TASK GOAL: Up to and including the line with "context.lineJoin = 'round';", please set down the entries below exactly, starting from the first line.

Collection entries:
◆ ◆ ◆
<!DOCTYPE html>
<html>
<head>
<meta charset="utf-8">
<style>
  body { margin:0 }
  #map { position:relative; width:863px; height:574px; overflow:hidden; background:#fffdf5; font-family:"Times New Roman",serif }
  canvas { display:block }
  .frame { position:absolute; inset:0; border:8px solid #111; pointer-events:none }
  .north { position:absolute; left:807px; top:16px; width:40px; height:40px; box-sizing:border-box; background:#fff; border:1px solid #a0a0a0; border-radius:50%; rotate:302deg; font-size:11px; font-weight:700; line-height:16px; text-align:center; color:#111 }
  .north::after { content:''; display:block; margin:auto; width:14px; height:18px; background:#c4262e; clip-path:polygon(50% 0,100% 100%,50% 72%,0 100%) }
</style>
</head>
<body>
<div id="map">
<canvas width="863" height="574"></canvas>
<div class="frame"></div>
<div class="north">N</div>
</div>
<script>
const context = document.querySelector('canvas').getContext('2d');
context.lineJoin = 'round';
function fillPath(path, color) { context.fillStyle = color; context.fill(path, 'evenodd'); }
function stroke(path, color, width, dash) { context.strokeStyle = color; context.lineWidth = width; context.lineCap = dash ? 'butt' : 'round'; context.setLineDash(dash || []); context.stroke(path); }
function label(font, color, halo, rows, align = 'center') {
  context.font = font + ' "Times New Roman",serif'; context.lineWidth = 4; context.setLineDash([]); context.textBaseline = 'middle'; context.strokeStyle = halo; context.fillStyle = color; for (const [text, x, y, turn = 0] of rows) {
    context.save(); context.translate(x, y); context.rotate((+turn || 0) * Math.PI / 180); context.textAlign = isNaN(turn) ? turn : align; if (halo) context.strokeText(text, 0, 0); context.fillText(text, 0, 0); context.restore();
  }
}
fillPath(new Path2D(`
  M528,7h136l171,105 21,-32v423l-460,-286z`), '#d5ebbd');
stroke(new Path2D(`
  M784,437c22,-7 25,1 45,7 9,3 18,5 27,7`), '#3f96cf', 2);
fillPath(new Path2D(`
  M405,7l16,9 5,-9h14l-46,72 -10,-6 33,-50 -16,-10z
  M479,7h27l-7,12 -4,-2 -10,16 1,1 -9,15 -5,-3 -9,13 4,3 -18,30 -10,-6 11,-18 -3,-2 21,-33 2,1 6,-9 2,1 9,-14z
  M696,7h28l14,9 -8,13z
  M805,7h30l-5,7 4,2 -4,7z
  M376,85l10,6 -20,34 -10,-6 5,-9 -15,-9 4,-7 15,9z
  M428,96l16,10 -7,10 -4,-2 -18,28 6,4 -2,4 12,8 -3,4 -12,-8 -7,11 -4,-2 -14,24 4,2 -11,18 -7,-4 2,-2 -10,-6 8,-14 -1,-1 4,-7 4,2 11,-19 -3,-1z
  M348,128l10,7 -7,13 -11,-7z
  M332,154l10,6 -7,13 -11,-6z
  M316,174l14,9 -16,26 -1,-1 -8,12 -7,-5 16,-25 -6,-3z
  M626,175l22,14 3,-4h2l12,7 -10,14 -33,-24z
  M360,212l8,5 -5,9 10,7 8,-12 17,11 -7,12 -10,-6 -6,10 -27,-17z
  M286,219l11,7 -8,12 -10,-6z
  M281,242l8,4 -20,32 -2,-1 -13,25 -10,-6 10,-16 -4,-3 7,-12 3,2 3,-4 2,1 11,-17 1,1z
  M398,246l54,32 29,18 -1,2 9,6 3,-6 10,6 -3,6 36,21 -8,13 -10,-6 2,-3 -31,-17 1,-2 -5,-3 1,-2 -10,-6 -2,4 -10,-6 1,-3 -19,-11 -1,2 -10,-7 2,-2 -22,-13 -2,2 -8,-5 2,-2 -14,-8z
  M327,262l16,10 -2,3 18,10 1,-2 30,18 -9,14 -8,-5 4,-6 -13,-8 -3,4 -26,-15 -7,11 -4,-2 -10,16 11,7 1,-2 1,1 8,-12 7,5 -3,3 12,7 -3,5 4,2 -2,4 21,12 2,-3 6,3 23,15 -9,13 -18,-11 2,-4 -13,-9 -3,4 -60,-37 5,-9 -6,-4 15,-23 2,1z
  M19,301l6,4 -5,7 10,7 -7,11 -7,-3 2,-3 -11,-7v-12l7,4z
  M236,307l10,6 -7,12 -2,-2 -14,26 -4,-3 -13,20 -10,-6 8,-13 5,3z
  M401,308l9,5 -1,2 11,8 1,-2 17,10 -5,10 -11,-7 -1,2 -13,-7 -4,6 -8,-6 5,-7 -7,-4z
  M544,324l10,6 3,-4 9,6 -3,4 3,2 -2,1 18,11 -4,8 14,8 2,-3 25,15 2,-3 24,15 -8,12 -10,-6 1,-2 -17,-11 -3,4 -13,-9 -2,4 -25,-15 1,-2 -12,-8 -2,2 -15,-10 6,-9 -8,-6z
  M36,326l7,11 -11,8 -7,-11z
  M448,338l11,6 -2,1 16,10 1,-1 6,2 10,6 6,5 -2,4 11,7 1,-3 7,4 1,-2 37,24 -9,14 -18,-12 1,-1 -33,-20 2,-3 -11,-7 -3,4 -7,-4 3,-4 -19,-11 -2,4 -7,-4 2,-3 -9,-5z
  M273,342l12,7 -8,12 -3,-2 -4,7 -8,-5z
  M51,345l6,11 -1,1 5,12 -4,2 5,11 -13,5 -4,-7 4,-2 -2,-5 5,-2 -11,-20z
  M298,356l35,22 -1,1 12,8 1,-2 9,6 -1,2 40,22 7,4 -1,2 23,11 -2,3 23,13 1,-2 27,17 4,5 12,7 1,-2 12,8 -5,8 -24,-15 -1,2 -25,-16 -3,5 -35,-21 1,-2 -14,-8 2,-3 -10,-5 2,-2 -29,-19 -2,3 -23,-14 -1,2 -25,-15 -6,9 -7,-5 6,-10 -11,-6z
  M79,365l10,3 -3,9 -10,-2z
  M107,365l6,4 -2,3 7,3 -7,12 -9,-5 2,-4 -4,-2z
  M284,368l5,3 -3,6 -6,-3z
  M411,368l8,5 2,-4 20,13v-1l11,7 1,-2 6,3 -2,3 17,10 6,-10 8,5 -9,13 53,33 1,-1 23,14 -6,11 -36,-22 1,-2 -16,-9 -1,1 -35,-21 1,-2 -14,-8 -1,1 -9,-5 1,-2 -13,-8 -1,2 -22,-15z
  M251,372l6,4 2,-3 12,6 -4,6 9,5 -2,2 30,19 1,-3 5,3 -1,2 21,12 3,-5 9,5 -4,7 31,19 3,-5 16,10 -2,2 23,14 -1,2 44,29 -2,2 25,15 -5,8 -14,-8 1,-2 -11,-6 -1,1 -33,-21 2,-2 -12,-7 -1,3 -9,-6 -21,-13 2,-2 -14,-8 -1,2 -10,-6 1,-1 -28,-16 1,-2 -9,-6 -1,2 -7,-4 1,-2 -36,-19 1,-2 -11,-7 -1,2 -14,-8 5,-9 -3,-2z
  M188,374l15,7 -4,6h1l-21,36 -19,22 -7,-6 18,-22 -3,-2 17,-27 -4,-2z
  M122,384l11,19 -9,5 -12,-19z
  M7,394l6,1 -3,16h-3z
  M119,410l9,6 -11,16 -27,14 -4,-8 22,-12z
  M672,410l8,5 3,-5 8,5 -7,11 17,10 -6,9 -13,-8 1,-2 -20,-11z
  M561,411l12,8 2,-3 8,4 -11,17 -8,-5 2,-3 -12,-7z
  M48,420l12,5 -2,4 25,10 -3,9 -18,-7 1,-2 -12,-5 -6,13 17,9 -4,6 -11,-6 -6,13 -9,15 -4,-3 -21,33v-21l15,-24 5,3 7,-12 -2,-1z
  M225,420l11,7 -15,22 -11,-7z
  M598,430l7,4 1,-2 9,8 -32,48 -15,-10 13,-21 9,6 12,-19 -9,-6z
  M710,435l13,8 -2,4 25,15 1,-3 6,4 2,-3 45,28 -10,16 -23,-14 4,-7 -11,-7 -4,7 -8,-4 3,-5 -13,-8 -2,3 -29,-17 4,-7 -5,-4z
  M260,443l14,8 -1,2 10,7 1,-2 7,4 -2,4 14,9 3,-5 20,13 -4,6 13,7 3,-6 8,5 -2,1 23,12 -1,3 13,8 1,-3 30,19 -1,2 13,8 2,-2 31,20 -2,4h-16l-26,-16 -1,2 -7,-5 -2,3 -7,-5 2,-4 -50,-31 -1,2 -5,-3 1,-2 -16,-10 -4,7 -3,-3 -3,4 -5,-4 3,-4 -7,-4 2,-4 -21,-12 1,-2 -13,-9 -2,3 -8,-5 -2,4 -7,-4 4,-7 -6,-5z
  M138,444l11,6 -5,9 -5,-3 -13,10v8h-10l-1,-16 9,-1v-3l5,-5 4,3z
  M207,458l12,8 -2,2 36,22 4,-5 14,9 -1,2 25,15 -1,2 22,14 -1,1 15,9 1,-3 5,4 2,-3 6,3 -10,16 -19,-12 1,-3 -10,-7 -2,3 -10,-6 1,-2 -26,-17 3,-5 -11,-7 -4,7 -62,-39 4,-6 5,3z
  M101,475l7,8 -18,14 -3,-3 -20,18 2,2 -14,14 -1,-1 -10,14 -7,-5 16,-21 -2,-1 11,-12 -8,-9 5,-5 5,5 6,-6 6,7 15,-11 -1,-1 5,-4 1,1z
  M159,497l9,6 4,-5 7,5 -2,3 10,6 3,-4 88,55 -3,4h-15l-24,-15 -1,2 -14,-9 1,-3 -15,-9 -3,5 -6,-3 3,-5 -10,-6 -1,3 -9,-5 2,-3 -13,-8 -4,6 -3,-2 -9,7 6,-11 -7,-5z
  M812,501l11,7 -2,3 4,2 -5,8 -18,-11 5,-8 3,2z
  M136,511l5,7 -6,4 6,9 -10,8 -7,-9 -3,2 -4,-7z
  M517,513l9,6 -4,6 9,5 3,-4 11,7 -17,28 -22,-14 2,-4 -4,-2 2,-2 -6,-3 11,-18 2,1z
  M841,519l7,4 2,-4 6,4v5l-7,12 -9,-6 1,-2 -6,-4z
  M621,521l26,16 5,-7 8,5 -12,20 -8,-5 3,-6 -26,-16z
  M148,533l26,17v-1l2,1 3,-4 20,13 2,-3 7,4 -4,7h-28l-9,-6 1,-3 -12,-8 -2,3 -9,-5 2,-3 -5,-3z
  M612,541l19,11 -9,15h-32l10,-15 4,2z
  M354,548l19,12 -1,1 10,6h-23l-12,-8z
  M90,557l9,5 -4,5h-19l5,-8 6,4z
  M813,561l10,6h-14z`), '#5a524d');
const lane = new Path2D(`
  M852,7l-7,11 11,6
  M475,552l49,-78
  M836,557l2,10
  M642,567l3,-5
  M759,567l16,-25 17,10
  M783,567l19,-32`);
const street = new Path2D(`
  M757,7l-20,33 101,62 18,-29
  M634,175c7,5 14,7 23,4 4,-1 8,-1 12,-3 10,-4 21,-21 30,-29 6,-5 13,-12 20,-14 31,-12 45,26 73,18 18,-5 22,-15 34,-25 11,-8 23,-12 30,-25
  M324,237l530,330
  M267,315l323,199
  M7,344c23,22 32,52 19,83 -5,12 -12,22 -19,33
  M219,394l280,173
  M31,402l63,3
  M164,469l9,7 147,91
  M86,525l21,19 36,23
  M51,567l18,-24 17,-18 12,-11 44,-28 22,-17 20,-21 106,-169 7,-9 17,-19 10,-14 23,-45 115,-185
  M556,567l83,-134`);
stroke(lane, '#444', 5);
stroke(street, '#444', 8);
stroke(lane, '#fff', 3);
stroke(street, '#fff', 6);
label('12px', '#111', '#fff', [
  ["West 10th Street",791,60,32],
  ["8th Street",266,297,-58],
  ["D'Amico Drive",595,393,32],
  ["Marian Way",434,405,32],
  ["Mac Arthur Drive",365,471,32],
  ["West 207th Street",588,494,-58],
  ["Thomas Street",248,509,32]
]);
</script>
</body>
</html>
◆ ◆ ◆
TASK OUTPUT:
<!DOCTYPE html>
<html>
<head>
<meta charset="utf-8">
<style>
  body { margin:0 }
  #map { position:relative; width:863px; height:574px; overflow:hidden; background:#fffdf5; font-family:"Times New Roman",serif }
  canvas { display:block }
  .frame { position:absolute; inset:0; border:8px solid #111; pointer-events:none }
  .north { position:absolute; left:807px; top:16px; width:40px; height:40px; box-sizing:border-box; background:#fff; border:1px solid #a0a0a0; border-radius:50%; rotate:302deg; font-size:11px; font-weight:700; line-height:16px; text-align:center; color:#111 }
  .north::after { content:''; display:block; margin:auto; width:14px; height:18px; background:#c4262e; clip-path:polygon(50% 0,100% 100%,50% 72%,0 100%) }
</style>
</head>
<body>
<div id="map">
<canvas width="863" height="574"></canvas>
<div class="frame"></div>
<div class="north">N</div>
</div>
<script>
const context = document.querySelector('canvas').getContext('2d');
context.lineJoin = 'round';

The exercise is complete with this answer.